- Opening Delimiter -

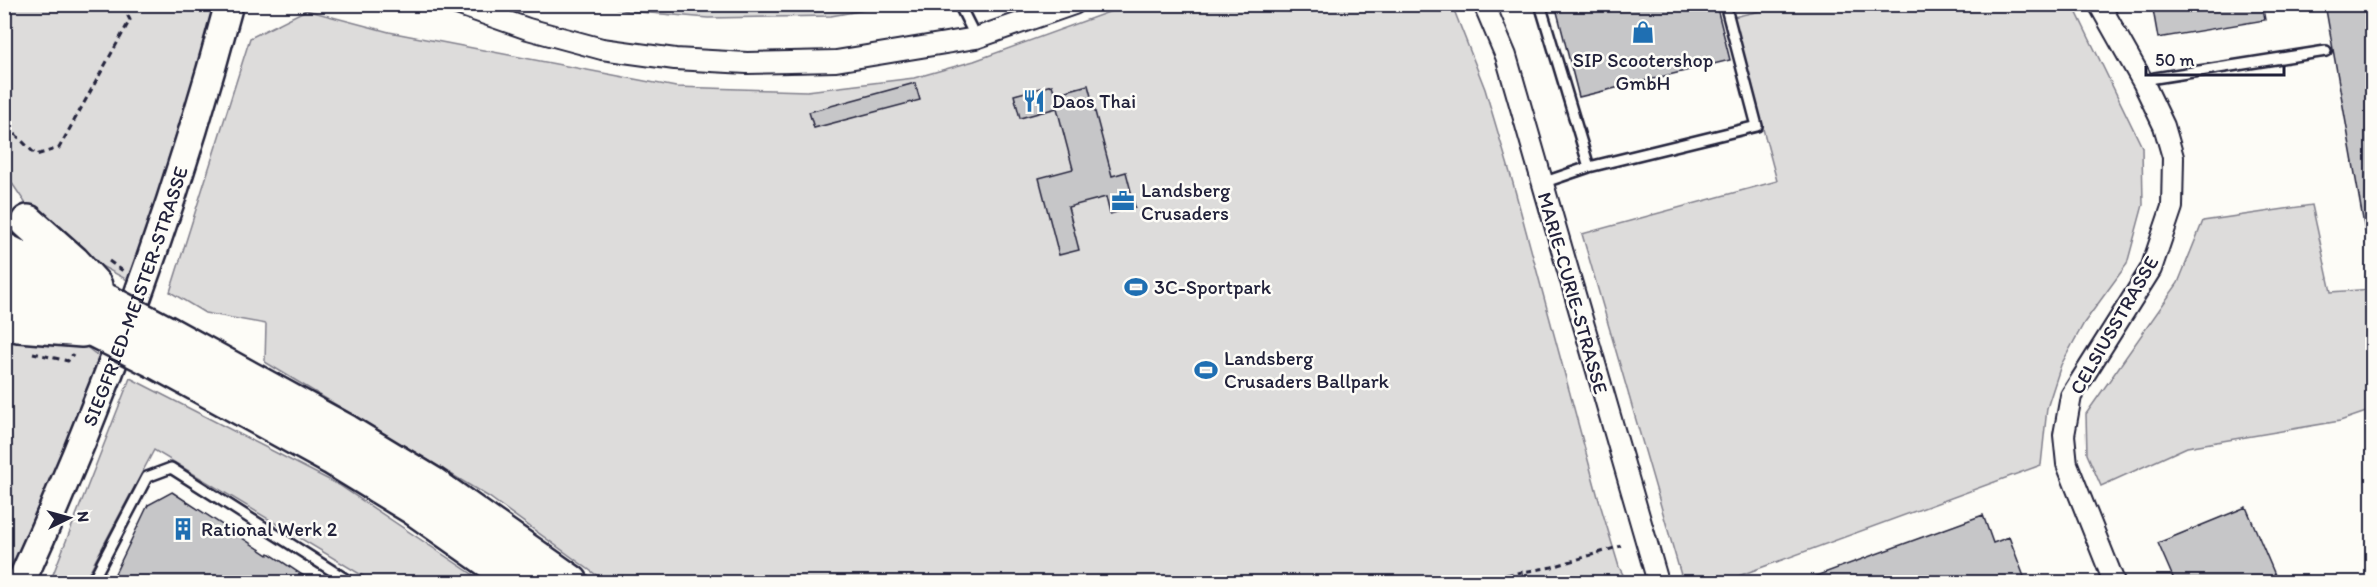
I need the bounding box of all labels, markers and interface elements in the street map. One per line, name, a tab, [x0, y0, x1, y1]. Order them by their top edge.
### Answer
shop icon: SIP Scootershop GmbH	[1630, 19, 1656, 45]
scale bar	[2146, 39, 2284, 77]
place label: SIP Scootershop GmbH	[1573, 48, 1713, 95]
text: 50 m	[2155, 49, 2195, 71]
restaurant icon: Daos Thai	[1021, 88, 1047, 114]
place label: Daos Thai	[1052, 89, 1136, 113]
street label: SIEGFRIED-MEISTER-STRASSE	[77, 163, 193, 430]
place label: Landsberg Crusaders	[1141, 178, 1231, 225]
office icon: Landsberg Crusaders	[1110, 188, 1136, 214]
street label: MARIE-CURIE-STRASSE	[1533, 189, 1613, 397]
street label: CELSIUSSTRASSE	[2065, 251, 2163, 399]
sports icon: 3C-Sportpark	[1123, 274, 1149, 300]
place label: 3C-Sportpark	[1154, 275, 1272, 299]
place label: Landsberg Crusaders Ballpark	[1224, 346, 1390, 393]
sports icon: Landsberg Crusaders Ballpark	[1193, 357, 1219, 383]
north arrow	[39, 488, 99, 548]
text: N	[74, 511, 93, 523]
building icon: Rational Werk 2	[170, 516, 196, 542]
place label: Rational Werk 2	[201, 517, 338, 541]

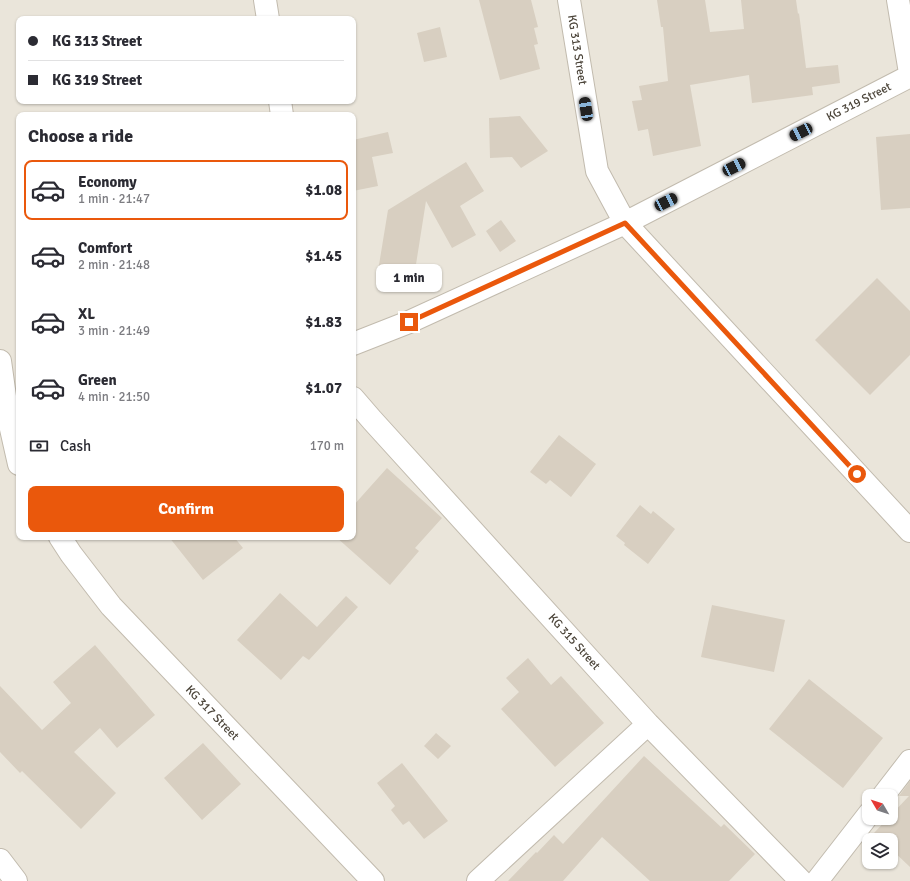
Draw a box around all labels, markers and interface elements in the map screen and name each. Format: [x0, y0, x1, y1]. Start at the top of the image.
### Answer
street label: KG 313 Street [564, 14, 590, 86]
text: KG 313 Street [52, 32, 142, 50]
text: KG 319 Street [52, 71, 142, 89]
street label: KG 319 Street [824, 79, 894, 125]
car [578, 96, 594, 122]
car [788, 121, 814, 143]
text: Choose a ride [28, 125, 133, 147]
car [721, 156, 747, 178]
icon: car [30, 172, 66, 208]
text: Economy [78, 173, 137, 191]
text: $1.08 [305, 181, 342, 199]
text: 1 min · 21:47 [78, 191, 150, 207]
car [653, 191, 679, 213]
icon: car [30, 238, 66, 274]
text: Comfort [78, 239, 132, 257]
text: $1.45 [305, 247, 342, 265]
text: 2 min · 21:48 [78, 257, 150, 273]
callout: 1 min [376, 264, 442, 292]
text: 1 min [393, 270, 425, 286]
icon: car [30, 304, 66, 340]
text: XL [78, 305, 95, 323]
text: $1.83 [305, 313, 342, 331]
route end [400, 313, 418, 331]
text: 3 min · 21:49 [78, 323, 150, 339]
icon: car [30, 370, 66, 406]
text: Green [78, 371, 117, 389]
text: $1.07 [305, 379, 342, 397]
text: 4 min · 21:50 [78, 389, 150, 405]
icon: cash [28, 435, 50, 457]
text: Cash [60, 437, 91, 455]
text: 170 m [310, 438, 344, 454]
route start [848, 465, 866, 483]
button: Confirm [28, 486, 344, 532]
street label: KG 315 Street [545, 611, 603, 673]
street label: KG 317 Street [182, 682, 242, 744]
north arrow [862, 789, 898, 825]
map controls [862, 789, 898, 869]
button: layers [862, 833, 898, 869]

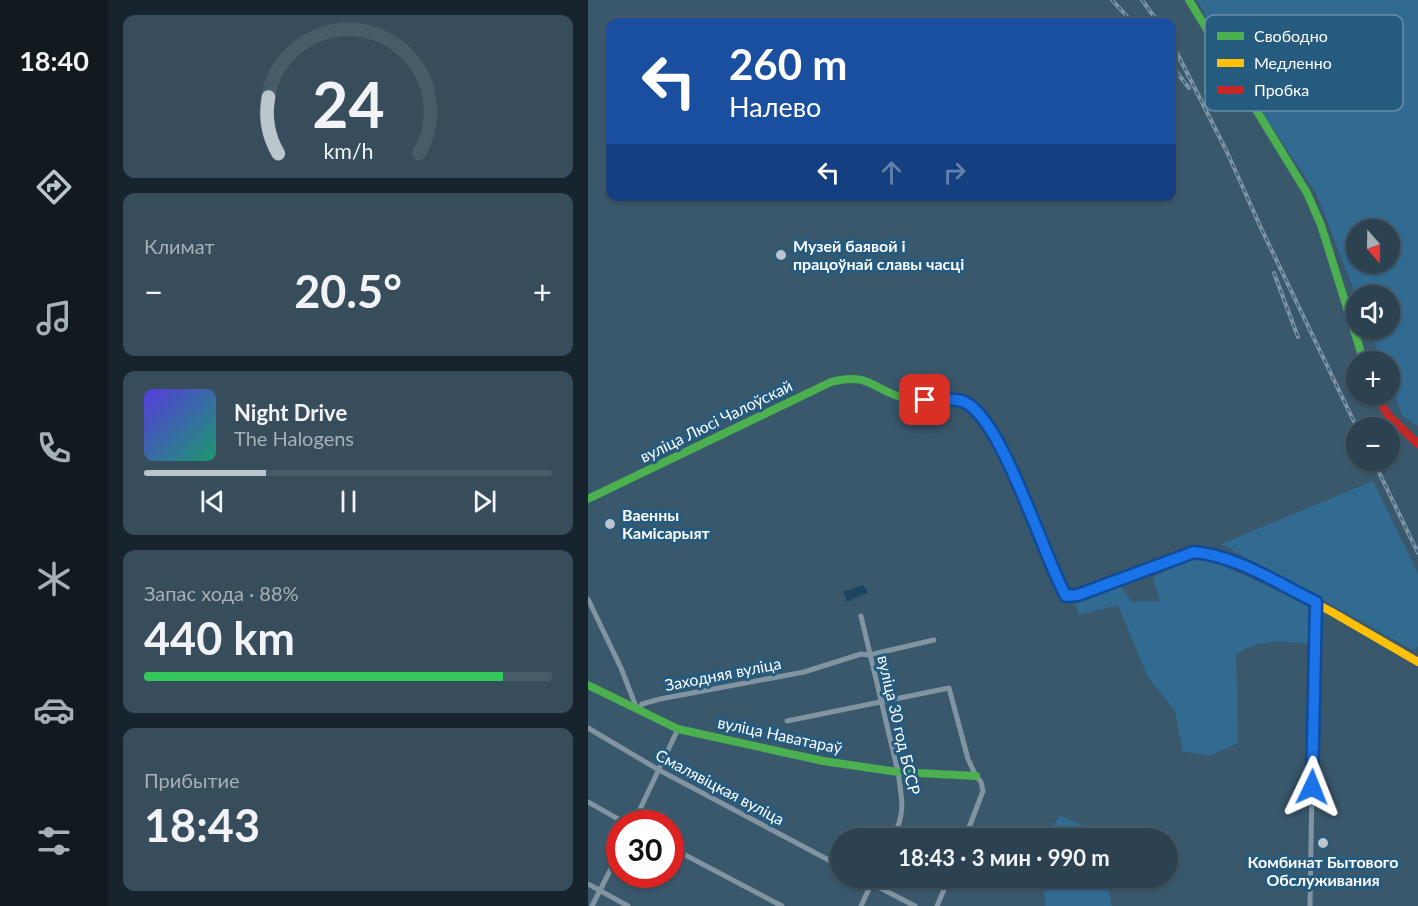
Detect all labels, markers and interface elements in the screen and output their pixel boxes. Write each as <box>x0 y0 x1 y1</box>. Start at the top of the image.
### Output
legend <box>1205 15 1403 111</box>
text: Свободно <box>1254 26 1328 45</box>
text: 260 m <box>729 39 847 89</box>
icon: left <box>630 42 708 120</box>
text: 18:40 <box>19 44 89 77</box>
text: Медленно <box>1254 53 1332 72</box>
text: 24 <box>312 66 384 141</box>
text: Пробка <box>1254 80 1309 99</box>
text: Налево <box>729 90 821 123</box>
text: km/h <box>323 138 373 164</box>
icon: left <box>812 156 845 189</box>
icon: ahead <box>875 156 908 189</box>
icon: right <box>938 156 971 189</box>
icon: directions <box>33 166 75 208</box>
north arrow <box>1346 219 1400 273</box>
map controls <box>1346 219 1400 471</box>
text: Климат <box>144 234 215 258</box>
place label: Музей баявой і працоўнай славы часці <box>793 236 964 273</box>
marker: Музей баявой і працоўнай славы часці <box>774 248 788 262</box>
text: 20.5° <box>294 264 402 318</box>
text: − <box>144 271 163 311</box>
text: + <box>533 271 552 311</box>
button: sound <box>1346 285 1400 339</box>
icon: music <box>33 297 75 339</box>
button: + <box>1346 351 1400 405</box>
pin <box>899 374 950 425</box>
street label: вуліца Люсі Чалоўскай <box>636 375 795 466</box>
icon: arrive <box>908 383 941 416</box>
text: Night Drive <box>234 399 347 426</box>
button: − <box>1346 417 1400 471</box>
text: The Halogens <box>234 426 354 450</box>
icon: phone <box>33 427 75 469</box>
icon: previous <box>196 485 229 518</box>
icon: pause <box>332 485 365 518</box>
icon: next <box>468 485 501 518</box>
place label: Ваенны Камісарыят <box>622 505 711 542</box>
marker: Ваенны Камісарыят <box>603 517 617 531</box>
icon: climate <box>33 558 75 600</box>
text: Запас хода · 88% <box>144 581 299 605</box>
text: 440 km <box>144 611 295 665</box>
street label: Заходняя вуліца <box>663 653 783 694</box>
street label: вуліца 30 год БССР <box>874 653 925 797</box>
icon: car <box>33 689 75 731</box>
street label: вуліца Наватараў <box>716 712 845 757</box>
street label: Смалявіцкая вуліца <box>653 745 788 828</box>
position arrow <box>1280 755 1344 819</box>
text: Прибытие <box>144 768 240 792</box>
text: 18:43 <box>144 798 260 852</box>
speed limit sign: 30 <box>606 810 684 888</box>
icon: filters <box>33 820 75 862</box>
marker: Комбинат Бытового Обслуживания <box>1316 836 1330 850</box>
text: 18:43 · 3 мин · 990 m <box>898 844 1110 871</box>
place label: Комбинат Бытового Обслуживания <box>1248 852 1399 889</box>

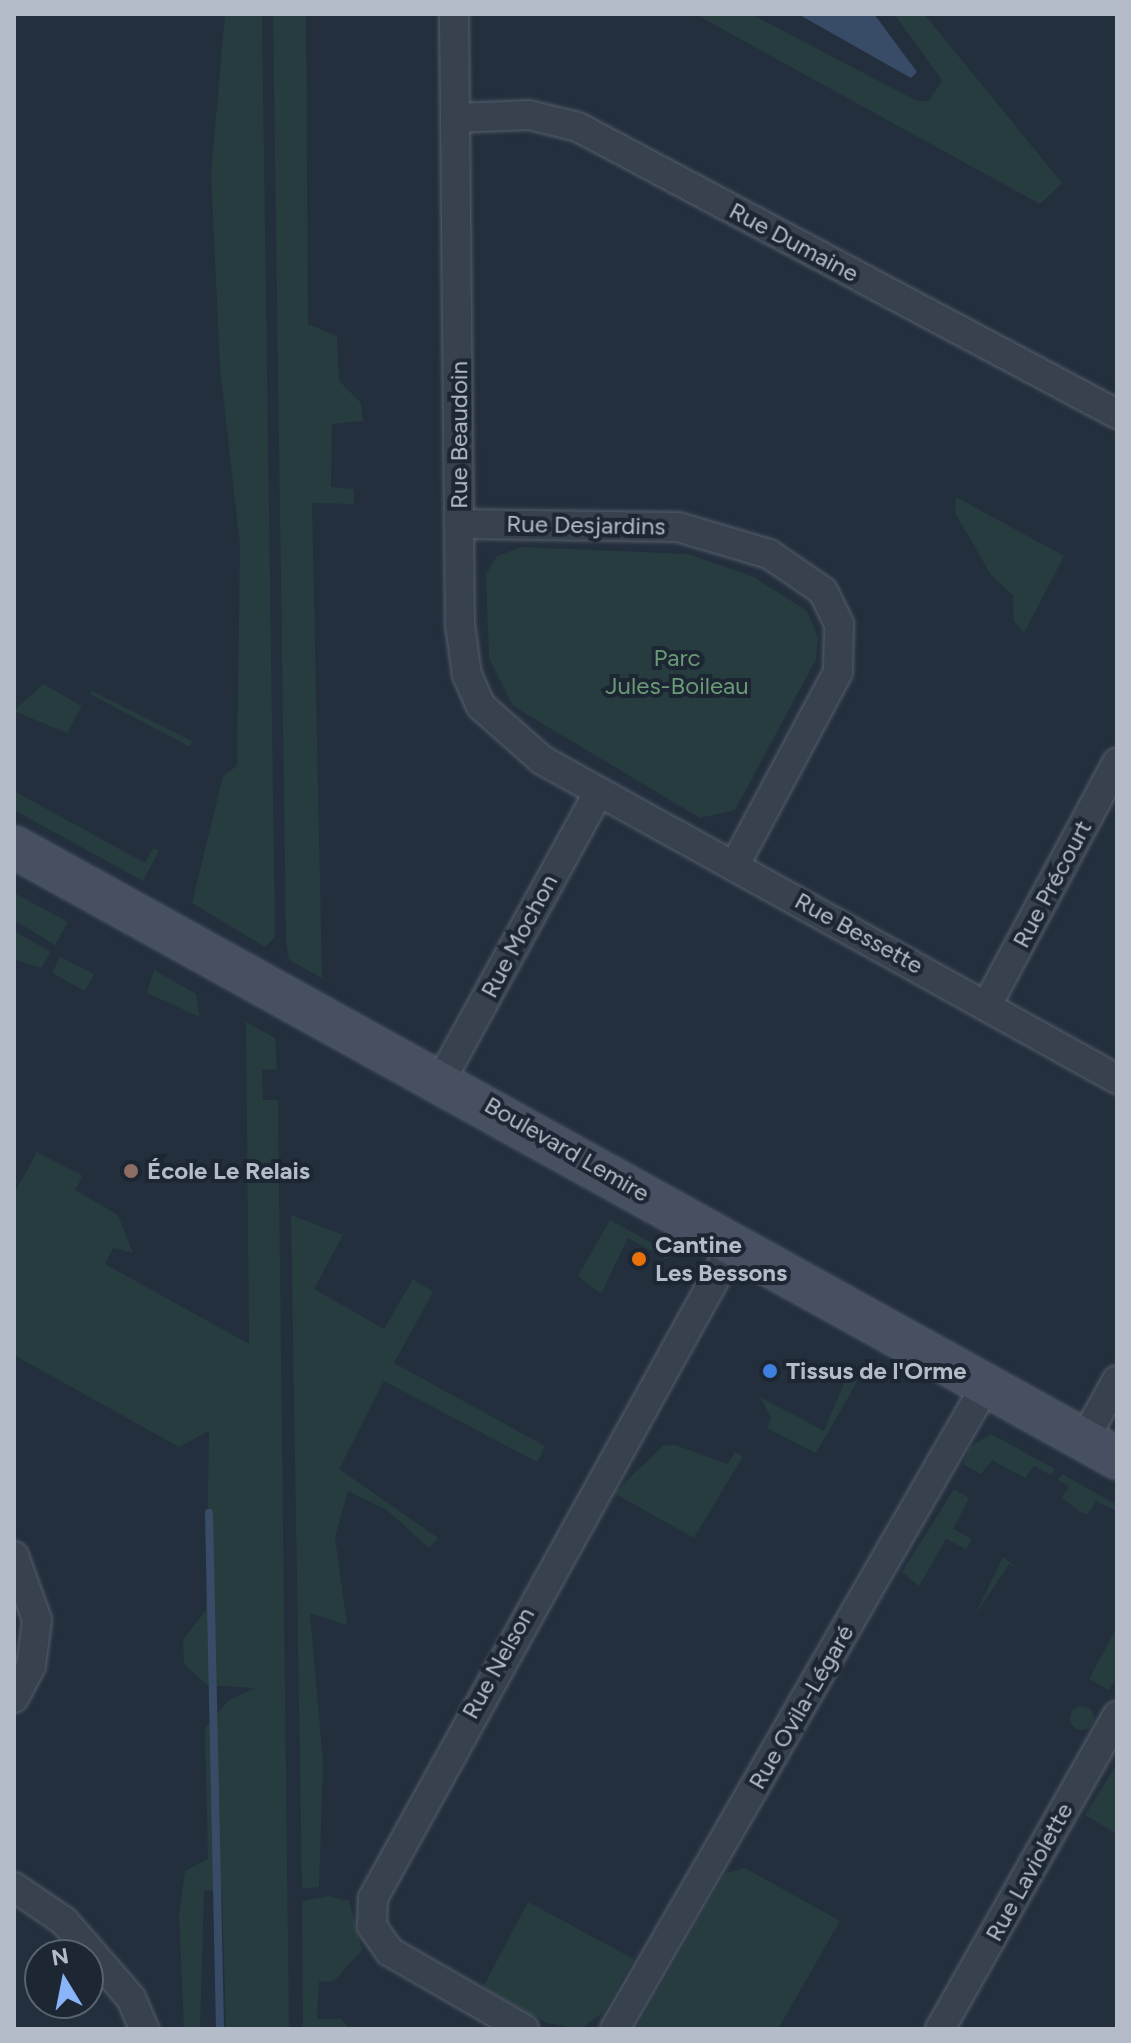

- Closing Delimiter -

Print all the lines above exactly as they are, but without the pictures.

I need the bounding box of all labels, markers and interface elements in the street map. One per line, name, a tab, [x0, y0, x1, y1]. Order them by their top edge.
### Answer
shop icon: SIP Scootershop GmbH	[1630, 19, 1656, 45]
scale bar	[2146, 39, 2284, 77]
place label: SIP Scootershop GmbH	[1573, 48, 1713, 95]
text: 50 m	[2155, 49, 2195, 71]
restaurant icon: Daos Thai	[1021, 88, 1047, 114]
place label: Daos Thai	[1052, 89, 1136, 113]
street label: SIEGFRIED-MEISTER-STRASSE	[77, 163, 193, 430]
place label: Landsberg Crusaders	[1141, 178, 1231, 225]
office icon: Landsberg Crusaders	[1110, 188, 1136, 214]
street label: MARIE-CURIE-STRASSE	[1533, 189, 1613, 397]
street label: CELSIUSSTRASSE	[2065, 251, 2163, 399]
sports icon: 3C-Sportpark	[1123, 274, 1149, 300]
place label: 3C-Sportpark	[1154, 275, 1272, 299]
place label: Landsberg Crusaders Ballpark	[1224, 346, 1390, 393]
sports icon: Landsberg Crusaders Ballpark	[1193, 357, 1219, 383]
north arrow	[39, 488, 99, 548]
text: N	[74, 511, 93, 523]
building icon: Rational Werk 2	[170, 516, 196, 542]
place label: Rational Werk 2	[201, 517, 338, 541]

Draw a box around all labels, markers and interface elements in the map screen and name each. Format: [x0, y0, x1, y1]. Start at the top of the image.
### Answer
street label: KG 313 Street [564, 14, 590, 86]
text: KG 313 Street [52, 32, 142, 50]
text: KG 319 Street [52, 71, 142, 89]
street label: KG 319 Street [824, 79, 894, 125]
car [578, 96, 594, 122]
car [788, 121, 814, 143]
text: Choose a ride [28, 125, 133, 147]
car [721, 156, 747, 178]
icon: car [30, 172, 66, 208]
text: Economy [78, 173, 137, 191]
text: $1.08 [305, 181, 342, 199]
text: 1 min · 21:47 [78, 191, 150, 207]
car [653, 191, 679, 213]
icon: car [30, 238, 66, 274]
text: Comfort [78, 239, 132, 257]
text: $1.45 [305, 247, 342, 265]
text: 2 min · 21:48 [78, 257, 150, 273]
callout: 1 min [376, 264, 442, 292]
text: 1 min [393, 270, 425, 286]
icon: car [30, 304, 66, 340]
text: XL [78, 305, 95, 323]
text: $1.83 [305, 313, 342, 331]
route end [400, 313, 418, 331]
text: 3 min · 21:49 [78, 323, 150, 339]
icon: car [30, 370, 66, 406]
text: Green [78, 371, 117, 389]
text: $1.07 [305, 379, 342, 397]
text: 4 min · 21:50 [78, 389, 150, 405]
icon: cash [28, 435, 50, 457]
text: Cash [60, 437, 91, 455]
text: 170 m [310, 438, 344, 454]
route start [848, 465, 866, 483]
button: Confirm [28, 486, 344, 532]
street label: KG 315 Street [545, 611, 603, 673]
street label: KG 317 Street [182, 682, 242, 744]
north arrow [862, 789, 898, 825]
map controls [862, 789, 898, 869]
button: layers [862, 833, 898, 869]

Detect all labels, markers and interface elements in the screen and output their pixel boxes. Write each as <box>x0 y0 x1 y1</box>. Start at the top of the image.
### Output
legend <box>1205 15 1403 111</box>
text: Свободно <box>1254 26 1328 45</box>
text: 260 m <box>729 39 847 89</box>
icon: left <box>630 42 708 120</box>
text: 18:40 <box>19 44 89 77</box>
text: Медленно <box>1254 53 1332 72</box>
text: 24 <box>312 66 384 141</box>
text: Пробка <box>1254 80 1309 99</box>
text: Налево <box>729 90 821 123</box>
text: km/h <box>323 138 373 164</box>
icon: left <box>812 156 845 189</box>
icon: ahead <box>875 156 908 189</box>
icon: right <box>938 156 971 189</box>
icon: directions <box>33 166 75 208</box>
north arrow <box>1346 219 1400 273</box>
map controls <box>1346 219 1400 471</box>
text: Климат <box>144 234 215 258</box>
place label: Музей баявой і працоўнай славы часці <box>793 236 964 273</box>
marker: Музей баявой і працоўнай славы часці <box>774 248 788 262</box>
text: 20.5° <box>294 264 402 318</box>
text: − <box>144 271 163 311</box>
text: + <box>533 271 552 311</box>
button: sound <box>1346 285 1400 339</box>
icon: music <box>33 297 75 339</box>
button: + <box>1346 351 1400 405</box>
pin <box>899 374 950 425</box>
street label: вуліца Люсі Чалоўскай <box>636 375 795 466</box>
icon: arrive <box>908 383 941 416</box>
text: Night Drive <box>234 399 347 426</box>
button: − <box>1346 417 1400 471</box>
text: The Halogens <box>234 426 354 450</box>
icon: phone <box>33 427 75 469</box>
icon: previous <box>196 485 229 518</box>
icon: pause <box>332 485 365 518</box>
icon: next <box>468 485 501 518</box>
place label: Ваенны Камісарыят <box>622 505 711 542</box>
marker: Ваенны Камісарыят <box>603 517 617 531</box>
icon: climate <box>33 558 75 600</box>
text: Запас хода · 88% <box>144 581 299 605</box>
text: 440 km <box>144 611 295 665</box>
street label: Заходняя вуліца <box>663 653 783 694</box>
street label: вуліца 30 год БССР <box>874 653 925 797</box>
icon: car <box>33 689 75 731</box>
street label: вуліца Наватараў <box>716 712 845 757</box>
street label: Смалявіцкая вуліца <box>653 745 788 828</box>
position arrow <box>1280 755 1344 819</box>
text: Прибытие <box>144 768 240 792</box>
text: 18:43 <box>144 798 260 852</box>
speed limit sign: 30 <box>606 810 684 888</box>
icon: filters <box>33 820 75 862</box>
marker: Комбинат Бытового Обслуживания <box>1316 836 1330 850</box>
text: 18:43 · 3 мин · 990 m <box>898 844 1110 871</box>
place label: Комбинат Бытового Обслуживания <box>1248 852 1399 889</box>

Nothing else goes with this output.